Another one bites the dust
Some reflections on why a language specification for Rust is a significant step for using it in safety-related contexts in the next few years.

The announcement that Rust will receive a donor specification from the team behind Ferrocene was welcome news to me this week. It did have me reflecting on the importance of this and also hopefully a bit of a teachable moment to blog about!
Generally speaking, languages that are deemed 'appropriate' for safety-related systems can be said to have some mixture of the below characteristics:
- The language's behaviour is well-defined, and any ill-defined behaviours are highlighted as such so these can be avoided.
- We see this with languages such as Ada and C++ where there is an international standard defining the language, its behaviours, etc.
- Having a formal, written language specification enables technologies such as compliance testing suites, which put a compiler through a battery of standardised tests, developed to exercise the full language specification.

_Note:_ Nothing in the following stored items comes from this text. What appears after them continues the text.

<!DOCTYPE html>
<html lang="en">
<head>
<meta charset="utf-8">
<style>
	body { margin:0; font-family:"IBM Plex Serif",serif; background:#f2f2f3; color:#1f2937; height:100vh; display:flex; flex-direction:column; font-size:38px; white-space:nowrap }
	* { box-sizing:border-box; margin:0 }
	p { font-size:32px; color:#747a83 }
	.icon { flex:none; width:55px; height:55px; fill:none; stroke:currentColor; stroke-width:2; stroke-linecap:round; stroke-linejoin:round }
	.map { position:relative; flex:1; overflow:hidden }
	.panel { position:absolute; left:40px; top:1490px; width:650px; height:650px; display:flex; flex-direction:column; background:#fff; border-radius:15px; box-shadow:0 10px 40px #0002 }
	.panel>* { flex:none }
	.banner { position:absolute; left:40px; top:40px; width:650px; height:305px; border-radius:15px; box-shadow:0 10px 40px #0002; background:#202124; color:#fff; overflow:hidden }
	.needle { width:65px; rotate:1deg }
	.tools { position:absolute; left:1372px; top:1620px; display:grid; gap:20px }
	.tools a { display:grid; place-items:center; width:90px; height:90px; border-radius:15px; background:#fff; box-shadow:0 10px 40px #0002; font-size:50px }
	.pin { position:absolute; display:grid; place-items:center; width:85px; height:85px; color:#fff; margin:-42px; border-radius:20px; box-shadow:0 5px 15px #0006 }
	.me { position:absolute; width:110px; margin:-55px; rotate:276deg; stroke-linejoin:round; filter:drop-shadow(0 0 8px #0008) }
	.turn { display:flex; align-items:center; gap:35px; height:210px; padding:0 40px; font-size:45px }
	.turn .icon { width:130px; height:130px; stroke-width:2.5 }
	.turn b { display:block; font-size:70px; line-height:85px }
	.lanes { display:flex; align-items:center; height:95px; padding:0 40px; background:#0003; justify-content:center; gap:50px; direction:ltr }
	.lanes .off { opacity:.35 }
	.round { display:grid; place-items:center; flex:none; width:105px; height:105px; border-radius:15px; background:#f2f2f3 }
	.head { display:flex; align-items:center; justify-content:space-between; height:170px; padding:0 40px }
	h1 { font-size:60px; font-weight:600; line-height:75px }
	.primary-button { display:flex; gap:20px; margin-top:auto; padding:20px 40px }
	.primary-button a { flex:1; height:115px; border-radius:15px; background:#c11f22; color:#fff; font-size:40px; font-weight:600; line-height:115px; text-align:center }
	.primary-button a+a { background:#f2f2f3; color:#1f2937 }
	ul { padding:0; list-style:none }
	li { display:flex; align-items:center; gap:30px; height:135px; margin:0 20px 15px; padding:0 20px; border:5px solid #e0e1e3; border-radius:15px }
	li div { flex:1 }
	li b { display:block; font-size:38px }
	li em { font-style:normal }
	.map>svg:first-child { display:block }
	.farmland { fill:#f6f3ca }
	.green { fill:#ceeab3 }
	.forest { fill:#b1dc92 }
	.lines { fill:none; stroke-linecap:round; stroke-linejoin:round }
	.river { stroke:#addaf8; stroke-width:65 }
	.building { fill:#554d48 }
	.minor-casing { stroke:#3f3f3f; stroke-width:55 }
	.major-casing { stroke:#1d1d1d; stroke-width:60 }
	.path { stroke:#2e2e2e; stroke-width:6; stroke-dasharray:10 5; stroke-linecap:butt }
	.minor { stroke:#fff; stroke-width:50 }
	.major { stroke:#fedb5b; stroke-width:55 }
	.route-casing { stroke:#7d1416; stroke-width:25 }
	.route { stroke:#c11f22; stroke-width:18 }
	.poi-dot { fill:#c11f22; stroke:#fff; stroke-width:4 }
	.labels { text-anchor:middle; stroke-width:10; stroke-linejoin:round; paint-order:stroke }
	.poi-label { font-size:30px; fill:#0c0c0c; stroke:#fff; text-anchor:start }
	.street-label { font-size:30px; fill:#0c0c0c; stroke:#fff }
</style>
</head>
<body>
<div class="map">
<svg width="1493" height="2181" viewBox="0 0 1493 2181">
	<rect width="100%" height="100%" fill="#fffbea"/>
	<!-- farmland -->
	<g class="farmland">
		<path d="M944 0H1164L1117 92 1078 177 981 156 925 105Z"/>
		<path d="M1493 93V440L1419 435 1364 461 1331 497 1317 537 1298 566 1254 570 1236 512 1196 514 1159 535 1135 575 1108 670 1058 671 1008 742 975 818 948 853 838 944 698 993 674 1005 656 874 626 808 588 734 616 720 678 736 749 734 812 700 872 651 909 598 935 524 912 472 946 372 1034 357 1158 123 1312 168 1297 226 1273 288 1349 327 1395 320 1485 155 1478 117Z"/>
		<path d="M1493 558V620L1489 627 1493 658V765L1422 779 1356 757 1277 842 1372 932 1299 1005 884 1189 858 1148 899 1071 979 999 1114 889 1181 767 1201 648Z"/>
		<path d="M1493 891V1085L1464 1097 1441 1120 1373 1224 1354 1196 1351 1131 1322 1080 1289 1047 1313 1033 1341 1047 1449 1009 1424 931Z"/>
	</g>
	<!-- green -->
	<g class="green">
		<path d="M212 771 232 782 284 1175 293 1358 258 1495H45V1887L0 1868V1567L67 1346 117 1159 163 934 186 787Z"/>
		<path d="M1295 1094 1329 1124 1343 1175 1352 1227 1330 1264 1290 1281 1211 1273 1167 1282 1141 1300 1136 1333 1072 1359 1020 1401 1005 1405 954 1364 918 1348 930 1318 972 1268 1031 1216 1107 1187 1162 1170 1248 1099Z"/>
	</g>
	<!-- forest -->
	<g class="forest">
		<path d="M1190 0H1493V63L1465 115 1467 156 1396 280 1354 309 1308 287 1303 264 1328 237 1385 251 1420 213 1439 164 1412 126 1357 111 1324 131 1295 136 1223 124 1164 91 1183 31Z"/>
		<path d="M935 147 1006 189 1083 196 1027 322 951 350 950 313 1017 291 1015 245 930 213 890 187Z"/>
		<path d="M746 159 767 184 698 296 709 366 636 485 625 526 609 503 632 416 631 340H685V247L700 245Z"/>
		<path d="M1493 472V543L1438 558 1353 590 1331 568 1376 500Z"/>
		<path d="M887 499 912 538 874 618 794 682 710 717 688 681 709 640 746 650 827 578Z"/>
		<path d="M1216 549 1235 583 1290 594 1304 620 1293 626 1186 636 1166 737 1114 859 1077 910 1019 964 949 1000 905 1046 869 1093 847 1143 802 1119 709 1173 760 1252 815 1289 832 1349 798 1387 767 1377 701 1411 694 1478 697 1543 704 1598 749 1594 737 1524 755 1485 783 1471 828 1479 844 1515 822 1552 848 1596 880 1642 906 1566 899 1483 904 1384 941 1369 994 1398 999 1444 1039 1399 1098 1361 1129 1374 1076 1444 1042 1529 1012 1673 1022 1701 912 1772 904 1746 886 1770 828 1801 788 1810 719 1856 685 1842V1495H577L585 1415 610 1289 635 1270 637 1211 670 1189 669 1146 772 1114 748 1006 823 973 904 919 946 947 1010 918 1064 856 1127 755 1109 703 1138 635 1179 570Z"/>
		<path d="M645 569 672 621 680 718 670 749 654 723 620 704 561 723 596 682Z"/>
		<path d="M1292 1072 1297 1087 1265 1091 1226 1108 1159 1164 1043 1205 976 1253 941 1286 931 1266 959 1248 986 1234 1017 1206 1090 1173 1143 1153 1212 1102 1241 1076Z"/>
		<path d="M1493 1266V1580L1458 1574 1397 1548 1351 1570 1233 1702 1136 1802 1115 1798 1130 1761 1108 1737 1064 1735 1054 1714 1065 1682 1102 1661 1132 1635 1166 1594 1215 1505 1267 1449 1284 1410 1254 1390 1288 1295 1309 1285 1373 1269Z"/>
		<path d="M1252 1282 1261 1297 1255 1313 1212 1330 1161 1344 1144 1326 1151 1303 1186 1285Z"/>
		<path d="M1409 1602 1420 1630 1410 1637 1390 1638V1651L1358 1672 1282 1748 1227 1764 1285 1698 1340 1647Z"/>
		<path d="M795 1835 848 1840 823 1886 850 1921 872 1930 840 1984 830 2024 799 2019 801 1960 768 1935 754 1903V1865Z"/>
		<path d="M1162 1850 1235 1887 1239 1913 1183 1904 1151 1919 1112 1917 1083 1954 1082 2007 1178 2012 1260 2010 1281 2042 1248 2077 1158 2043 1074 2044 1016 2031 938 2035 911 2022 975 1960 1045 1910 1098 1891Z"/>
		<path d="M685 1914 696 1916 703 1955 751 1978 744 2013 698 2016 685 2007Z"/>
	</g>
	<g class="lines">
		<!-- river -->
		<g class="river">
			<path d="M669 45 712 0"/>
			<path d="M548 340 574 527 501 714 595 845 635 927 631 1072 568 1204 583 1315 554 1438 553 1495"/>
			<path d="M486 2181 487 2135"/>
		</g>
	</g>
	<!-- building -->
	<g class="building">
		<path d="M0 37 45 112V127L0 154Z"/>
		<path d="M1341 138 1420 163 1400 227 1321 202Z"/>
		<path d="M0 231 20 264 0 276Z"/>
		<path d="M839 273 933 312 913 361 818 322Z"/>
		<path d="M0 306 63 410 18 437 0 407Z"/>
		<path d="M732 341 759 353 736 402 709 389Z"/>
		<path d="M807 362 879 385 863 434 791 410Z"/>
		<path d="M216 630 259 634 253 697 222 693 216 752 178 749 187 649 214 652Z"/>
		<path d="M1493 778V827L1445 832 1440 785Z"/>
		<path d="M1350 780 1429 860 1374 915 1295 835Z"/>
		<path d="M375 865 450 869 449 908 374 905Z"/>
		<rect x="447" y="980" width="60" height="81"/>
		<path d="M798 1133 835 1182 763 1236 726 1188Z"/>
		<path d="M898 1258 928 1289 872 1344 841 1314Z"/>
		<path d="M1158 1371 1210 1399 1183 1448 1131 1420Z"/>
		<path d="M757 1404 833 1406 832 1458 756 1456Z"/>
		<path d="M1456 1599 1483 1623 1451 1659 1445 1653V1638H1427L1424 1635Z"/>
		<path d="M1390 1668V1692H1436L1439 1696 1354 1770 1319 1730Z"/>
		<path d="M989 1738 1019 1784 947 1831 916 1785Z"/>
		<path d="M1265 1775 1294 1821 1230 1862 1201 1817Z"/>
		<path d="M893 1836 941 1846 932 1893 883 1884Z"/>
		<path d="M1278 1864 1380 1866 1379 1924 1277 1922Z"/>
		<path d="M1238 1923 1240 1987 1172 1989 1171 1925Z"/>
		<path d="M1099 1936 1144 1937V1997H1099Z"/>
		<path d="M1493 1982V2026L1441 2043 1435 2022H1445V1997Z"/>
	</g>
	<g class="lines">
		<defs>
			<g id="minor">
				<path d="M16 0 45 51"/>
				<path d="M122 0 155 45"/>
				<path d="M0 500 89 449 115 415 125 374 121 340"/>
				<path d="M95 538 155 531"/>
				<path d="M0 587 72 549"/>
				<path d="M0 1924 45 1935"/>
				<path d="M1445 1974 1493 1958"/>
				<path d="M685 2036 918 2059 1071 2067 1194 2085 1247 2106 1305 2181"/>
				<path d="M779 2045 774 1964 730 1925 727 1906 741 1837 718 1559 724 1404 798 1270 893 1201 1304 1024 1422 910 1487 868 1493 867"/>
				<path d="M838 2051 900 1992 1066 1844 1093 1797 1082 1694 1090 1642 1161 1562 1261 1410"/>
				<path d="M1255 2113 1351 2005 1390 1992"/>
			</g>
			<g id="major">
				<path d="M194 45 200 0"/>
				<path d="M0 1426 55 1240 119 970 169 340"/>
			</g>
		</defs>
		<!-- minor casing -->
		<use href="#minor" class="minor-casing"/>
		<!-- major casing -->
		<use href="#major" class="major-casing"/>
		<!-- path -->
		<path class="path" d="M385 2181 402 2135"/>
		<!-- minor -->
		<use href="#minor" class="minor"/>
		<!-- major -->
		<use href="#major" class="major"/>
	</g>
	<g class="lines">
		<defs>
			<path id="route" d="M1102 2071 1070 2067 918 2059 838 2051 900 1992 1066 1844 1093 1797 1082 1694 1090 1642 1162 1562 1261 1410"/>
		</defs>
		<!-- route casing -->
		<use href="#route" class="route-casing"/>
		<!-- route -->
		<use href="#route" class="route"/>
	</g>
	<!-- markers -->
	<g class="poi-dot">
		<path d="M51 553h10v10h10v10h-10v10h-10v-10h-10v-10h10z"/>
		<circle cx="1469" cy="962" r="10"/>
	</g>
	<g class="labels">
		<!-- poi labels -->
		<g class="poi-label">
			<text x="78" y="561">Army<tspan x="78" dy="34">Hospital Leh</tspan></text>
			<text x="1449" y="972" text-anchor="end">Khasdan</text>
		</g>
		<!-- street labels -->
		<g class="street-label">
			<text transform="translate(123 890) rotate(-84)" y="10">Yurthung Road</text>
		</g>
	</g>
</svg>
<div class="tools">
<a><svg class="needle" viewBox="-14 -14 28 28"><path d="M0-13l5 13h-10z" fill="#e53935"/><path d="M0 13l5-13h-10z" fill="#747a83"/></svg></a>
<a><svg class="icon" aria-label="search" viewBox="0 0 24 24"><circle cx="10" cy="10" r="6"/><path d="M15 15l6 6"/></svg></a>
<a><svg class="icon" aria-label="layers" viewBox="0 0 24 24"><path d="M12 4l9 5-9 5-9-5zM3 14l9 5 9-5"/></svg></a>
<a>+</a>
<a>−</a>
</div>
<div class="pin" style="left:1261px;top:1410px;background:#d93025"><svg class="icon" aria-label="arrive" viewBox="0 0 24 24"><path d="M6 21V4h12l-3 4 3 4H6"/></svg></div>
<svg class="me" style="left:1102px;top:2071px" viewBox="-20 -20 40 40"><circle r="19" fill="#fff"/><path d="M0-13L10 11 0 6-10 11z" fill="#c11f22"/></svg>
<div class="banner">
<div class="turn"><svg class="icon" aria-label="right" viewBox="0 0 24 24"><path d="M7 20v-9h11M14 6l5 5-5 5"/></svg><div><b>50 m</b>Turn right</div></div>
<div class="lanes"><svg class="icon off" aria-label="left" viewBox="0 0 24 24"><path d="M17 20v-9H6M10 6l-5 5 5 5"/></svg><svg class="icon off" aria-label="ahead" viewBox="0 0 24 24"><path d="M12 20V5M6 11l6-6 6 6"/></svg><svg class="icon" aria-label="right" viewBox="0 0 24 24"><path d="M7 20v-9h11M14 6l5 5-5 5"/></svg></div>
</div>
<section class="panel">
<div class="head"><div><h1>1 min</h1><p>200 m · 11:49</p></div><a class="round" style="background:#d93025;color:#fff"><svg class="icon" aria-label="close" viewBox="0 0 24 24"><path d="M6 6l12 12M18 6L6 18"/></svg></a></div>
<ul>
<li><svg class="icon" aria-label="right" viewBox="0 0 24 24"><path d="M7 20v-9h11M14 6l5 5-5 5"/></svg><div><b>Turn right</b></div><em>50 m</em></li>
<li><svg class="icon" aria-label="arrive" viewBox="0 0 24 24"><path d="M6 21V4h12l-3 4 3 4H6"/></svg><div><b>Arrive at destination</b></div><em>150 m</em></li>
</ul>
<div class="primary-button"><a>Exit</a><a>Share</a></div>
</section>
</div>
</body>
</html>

- The language possesses desirable safety properties.
- Each language approaches this differently: some languages bake this into the language directly while others can be made to have the required properties through use of coding standards and other methods.
- The language has a suitable ecosystem of tooling around it which enables the various requirements of functional safety standards to be addressed.
- In most cases, this is about ensuring that the language is amenable to both dynamic and static analysis of varying degrees, as this is fundamental to pretty much all mainstream functional safety standards.
- The language is perceived as appropriate for use in safety-related systems.
- This one is probably the hardest criteria to actually define, at least in my estimation.
- Generally this point is about having had industrial-grade application of the language to real problems and provable success.
- It also suggests an implied stability in the language over a longer period of time, so frequent re-work of significant language features can be seen to reset the clock on this criteria.
Rust, to me and I'm sure many others, has always been fantastic on the second criterion given its emphasis on memory safety, borrow checking, etc. The adoption of a formal language specification by the Rust Foundation goes a significant way to addressing the first criterion.
Of the remaining barriers, I'm aware of significant effort going into producing industrial-grade tooling for static & dynamic analysis from the usual major vendors, so 3 of the 4 criteria are probably achievable in the near future.
This just leaves the perception of whether Rust is suitable as a 'safety' language, and unfortunately, this is a much harder thing to put estimates around. That being said, I remain upbeat about the prospect of being able to utilise Rust successfully in safety-related programmes by the end of the decade.